§ PROBLEM
The answer should hold only the lines from the beginning of the material through the one with "position:absolute; height:35px; border-radius:18px;", reproduced exactly and without pictures.

—————

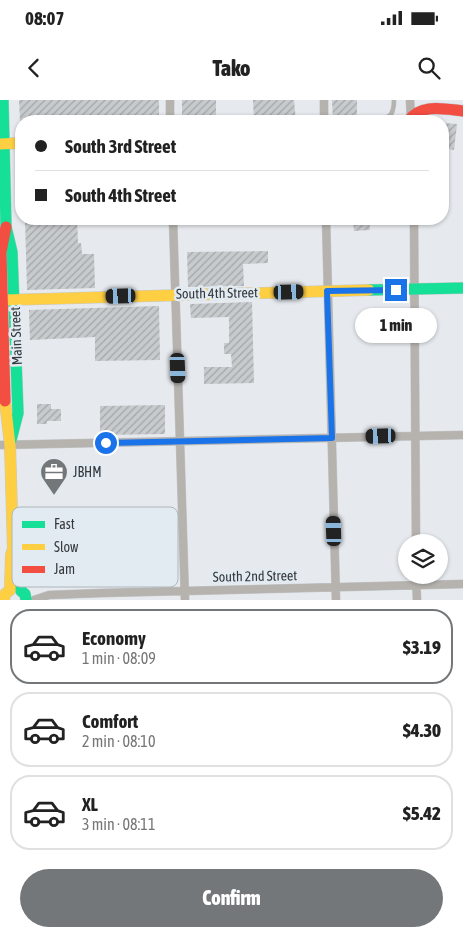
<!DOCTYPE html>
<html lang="en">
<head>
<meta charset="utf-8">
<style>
  body { margin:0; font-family:"Asap Condensed",sans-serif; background:#f6f6f6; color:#222; height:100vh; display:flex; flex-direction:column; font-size:19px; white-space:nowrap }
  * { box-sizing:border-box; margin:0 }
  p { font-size:16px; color:#767676 }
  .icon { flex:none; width:28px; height:28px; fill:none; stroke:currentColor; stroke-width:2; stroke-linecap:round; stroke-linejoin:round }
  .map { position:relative; height:500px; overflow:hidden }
  .drawer { display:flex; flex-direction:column; background:#fff; flex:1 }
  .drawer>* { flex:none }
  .hud { position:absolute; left:15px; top:15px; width:434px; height:110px; border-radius:20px; box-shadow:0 1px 4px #0004; display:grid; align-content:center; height:110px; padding:0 20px; background:#fff }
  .fabs { position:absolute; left:398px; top:434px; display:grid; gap:10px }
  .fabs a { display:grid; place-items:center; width:50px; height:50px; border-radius:50%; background:#fff; box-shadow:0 1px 4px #0004; font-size:25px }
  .end { position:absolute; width:22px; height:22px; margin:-11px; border:6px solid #1a73e8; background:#fff; box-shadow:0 0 0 2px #fff }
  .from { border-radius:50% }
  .bubble { position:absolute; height:35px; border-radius:18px; background:#fff; box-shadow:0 1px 4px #0004; font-size:16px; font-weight:800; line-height:35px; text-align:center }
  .car { position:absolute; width:15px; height:30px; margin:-15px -8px; border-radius:6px; box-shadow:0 0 4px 1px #0007; background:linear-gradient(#222 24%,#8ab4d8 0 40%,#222 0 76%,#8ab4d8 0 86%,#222 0) }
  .hud b { display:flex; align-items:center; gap:18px; height:48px; font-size:19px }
  .hud b+b { border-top:1px solid #e0e0e0 }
  .hud i { width:12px; height:12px; background:#222 }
  ul { padding:9px 0 0; list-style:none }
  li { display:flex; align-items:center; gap:15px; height:75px; margin:0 10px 8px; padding:0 10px; border:2px solid #e0e0e0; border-radius:20px }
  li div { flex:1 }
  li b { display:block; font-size:19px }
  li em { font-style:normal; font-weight:800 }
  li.selected { border-color:#74777a }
  li>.icon { width:45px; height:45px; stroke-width:1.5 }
  .action { display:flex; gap:10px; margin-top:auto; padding:10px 20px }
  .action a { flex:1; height:58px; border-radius:30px; background:#74777a; color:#fff; font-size:20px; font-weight:800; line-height:58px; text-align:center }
  .status { display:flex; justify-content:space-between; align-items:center; height:35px; padding:0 25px; background:#fff; direction:ltr }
  .status svg { height:14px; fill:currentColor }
  header { display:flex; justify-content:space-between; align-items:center; height:65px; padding:0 20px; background:#fff; font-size:22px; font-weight:800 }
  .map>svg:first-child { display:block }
</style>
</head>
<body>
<div class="status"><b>08:07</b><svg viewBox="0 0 49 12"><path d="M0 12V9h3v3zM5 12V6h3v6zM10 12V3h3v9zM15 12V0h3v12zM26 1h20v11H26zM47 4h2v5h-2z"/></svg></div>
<header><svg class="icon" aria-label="back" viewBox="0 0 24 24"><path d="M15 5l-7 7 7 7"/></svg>Tako<svg class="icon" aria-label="search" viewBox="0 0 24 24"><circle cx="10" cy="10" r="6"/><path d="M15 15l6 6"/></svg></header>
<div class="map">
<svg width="463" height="500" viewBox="0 0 463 500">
  <defs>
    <pattern id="building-hatch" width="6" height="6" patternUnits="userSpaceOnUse" patternTransform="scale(1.25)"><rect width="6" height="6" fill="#c7cbce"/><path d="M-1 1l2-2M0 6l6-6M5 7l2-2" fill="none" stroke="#a2a6a8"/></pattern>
  </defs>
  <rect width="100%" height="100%" fill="#e6eaee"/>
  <!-- building -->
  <path fill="url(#building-hatch)" d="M19,0h140v21h-139z
    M182,0h34v21h-34z
    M253,0h41l2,21h-42z
    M332,0h25v21h-24z
    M442,23l15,1 -3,26 -12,-2z
    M25,119h52l1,24h3l1,11h12l1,34 -68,2z
    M353,119h16l1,11 -16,1z
    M268,151v12l-25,1 1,22 -56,1 -1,-35z
    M252,202l2,81 -50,1v-17h28l-1,-13h-7v-11h5v-26l-38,1 -1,-14z
    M159,206l1,54 -65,1v-24l-65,3 -1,-30z
    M37,304h14v5h10v12h-14v3h-10z
    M165,305v29l-65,1v-29z"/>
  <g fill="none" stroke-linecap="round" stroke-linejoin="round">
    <defs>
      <path id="lane" d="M372,19c16,0 22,-1 22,-19"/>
      <path id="street" d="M170,0v21
        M324,0v21
        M410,0l1,19
        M173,119l12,381
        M326,119l10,381
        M414,119l2,323
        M0,345l463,-10
        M416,475l1,25
        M34,500l15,-5 53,-2 361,-9"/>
      <path id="fast" d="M3,0l3,127 6,25 6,161 -7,27
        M369,190l94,-2
        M18,466l3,25 4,3 1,6"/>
      <path id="slow" d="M0,44l21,-1
        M5,200l364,-10
        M4,500l1,-6 5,-4 1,-35 2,-6 -3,-104 -5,-44"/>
      <path id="jam" d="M408,21c13,-18 36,-12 55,-10
        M5,301l-4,-149 5,-25"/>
    </defs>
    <!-- lane casing -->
    <use href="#lane" stroke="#c4c7ca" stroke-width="5"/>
    <!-- street casing -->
    <use href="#street" stroke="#c4c7ca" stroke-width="9"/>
    <!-- fast casing -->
    <use href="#fast" stroke="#c4c7ca" stroke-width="12"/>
    <!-- slow casing -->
    <use href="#slow" stroke="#c4c7ca" stroke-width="12"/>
    <!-- jam casing -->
    <use href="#jam" stroke="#c4c7ca" stroke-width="12"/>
    <!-- lane -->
    <use href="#lane" stroke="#b6b3af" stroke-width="4"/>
    <!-- street -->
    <use href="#street" stroke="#b6b3af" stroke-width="8"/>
    <!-- fast -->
    <use href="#fast" stroke="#16e098" stroke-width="11"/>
    <!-- slow -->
    <use href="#slow" stroke="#ffcf43" stroke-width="11"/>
    <!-- jam -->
    <use href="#jam" stroke="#f24e42" stroke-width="11"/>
  </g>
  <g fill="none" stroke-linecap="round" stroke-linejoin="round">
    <!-- route -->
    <path stroke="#1a73e8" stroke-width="6" d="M106,343l226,-5 -5,-147 69,-1"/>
  </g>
  <!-- icons -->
  <defs>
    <symbol id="office-pin" viewBox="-11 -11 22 30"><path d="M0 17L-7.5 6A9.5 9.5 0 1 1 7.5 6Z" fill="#74777a" stroke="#e2ebf1"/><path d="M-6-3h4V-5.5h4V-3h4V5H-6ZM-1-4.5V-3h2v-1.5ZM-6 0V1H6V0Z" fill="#fff"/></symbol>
  </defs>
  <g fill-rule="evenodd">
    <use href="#office-pin" x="38" y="356" width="32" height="43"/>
  </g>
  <g text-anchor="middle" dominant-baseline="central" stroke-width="5" stroke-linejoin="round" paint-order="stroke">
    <!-- street labels -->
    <g font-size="14" fill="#36393c" stroke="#e2ebf1">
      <text transform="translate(217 193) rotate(-1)">South 4th Street</text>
      <text transform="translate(16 236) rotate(-92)">Main Street</text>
      <text transform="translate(255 476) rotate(-1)">South 2nd Street</text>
    </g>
    <!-- poi labels -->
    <g font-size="14" fill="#36393c" stroke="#e2ebf1" text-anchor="start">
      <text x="73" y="372">JBHM</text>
    </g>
  </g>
  <!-- legend -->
  <rect x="12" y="407" width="166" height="80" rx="8" fill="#e2ebf1" stroke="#aeb6bb" stroke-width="1"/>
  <rect x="22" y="421" width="23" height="7" fill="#16e098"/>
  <rect x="22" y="444" width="23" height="6" fill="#ffcf43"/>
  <rect x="22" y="466" width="23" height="7" fill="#f24e42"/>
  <g font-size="14" fill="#36393c">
    <text x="54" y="429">Fast</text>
    <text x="54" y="452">Slow</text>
    <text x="54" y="474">Jam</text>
  </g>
</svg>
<div class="fabs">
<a><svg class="icon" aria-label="layers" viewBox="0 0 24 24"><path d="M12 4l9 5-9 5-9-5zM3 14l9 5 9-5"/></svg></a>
</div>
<i class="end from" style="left:106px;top:343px"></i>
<i class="end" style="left:396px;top:190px"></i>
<div class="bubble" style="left:355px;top:208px;width:82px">1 min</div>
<i class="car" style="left:289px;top:192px;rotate:88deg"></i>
<i class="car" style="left:121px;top:196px;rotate:268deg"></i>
<i class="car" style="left:178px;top:268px;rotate:178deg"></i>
<i class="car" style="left:381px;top:336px;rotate:268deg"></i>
<i class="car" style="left:334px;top:431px;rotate:358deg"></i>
<div class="hud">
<b><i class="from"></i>South 3rd Street</b>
<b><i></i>South 4th Street</b>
</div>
</div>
<section class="drawer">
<ul>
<li class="selected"><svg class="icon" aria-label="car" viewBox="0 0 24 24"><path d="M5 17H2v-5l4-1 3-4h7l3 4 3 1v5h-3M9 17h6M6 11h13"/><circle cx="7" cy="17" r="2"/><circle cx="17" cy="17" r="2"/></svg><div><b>Economy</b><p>1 min · 08:09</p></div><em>$3.19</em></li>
<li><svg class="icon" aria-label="car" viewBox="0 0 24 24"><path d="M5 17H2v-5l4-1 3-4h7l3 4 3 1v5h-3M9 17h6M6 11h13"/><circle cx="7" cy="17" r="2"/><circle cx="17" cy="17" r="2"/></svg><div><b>Comfort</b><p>2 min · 08:10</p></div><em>$4.30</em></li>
<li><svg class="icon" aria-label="car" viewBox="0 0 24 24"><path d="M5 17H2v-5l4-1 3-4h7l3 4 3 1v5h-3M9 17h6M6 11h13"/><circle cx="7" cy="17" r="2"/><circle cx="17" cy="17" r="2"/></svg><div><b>XL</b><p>3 min · 08:11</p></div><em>$5.42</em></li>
</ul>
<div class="action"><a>Confirm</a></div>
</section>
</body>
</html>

—————

§ TASK RESULT
<!DOCTYPE html>
<html lang="en">
<head>
<meta charset="utf-8">
<style>
  body { margin:0; font-family:"Asap Condensed",sans-serif; background:#f6f6f6; color:#222; height:100vh; display:flex; flex-direction:column; font-size:19px; white-space:nowrap }
  * { box-sizing:border-box; margin:0 }
  p { font-size:16px; color:#767676 }
  .icon { flex:none; width:28px; height:28px; fill:none; stroke:currentColor; stroke-width:2; stroke-linecap:round; stroke-linejoin:round }
  .map { position:relative; height:500px; overflow:hidden }
  .drawer { display:flex; flex-direction:column; background:#fff; flex:1 }
  .drawer>* { flex:none }
  .hud { position:absolute; left:15px; top:15px; width:434px; height:110px; border-radius:20px; box-shadow:0 1px 4px #0004; display:grid; align-content:center; height:110px; padding:0 20px; background:#fff }
  .fabs { position:absolute; left:398px; top:434px; display:grid; gap:10px }
  .fabs a { display:grid; place-items:center; width:50px; height:50px; border-radius:50%; background:#fff; box-shadow:0 1px 4px #0004; font-size:25px }
  .end { position:absolute; width:22px; height:22px; margin:-11px; border:6px solid #1a73e8; background:#fff; box-shadow:0 0 0 2px #fff }
  .from { border-radius:50% }
  .bubble { position:absolute; height:35px; border-radius:18px; background:#fff; box-shadow:0 1px 4px #0004; font-size:16px; font-weight:800; line-height:35px; text-align:center }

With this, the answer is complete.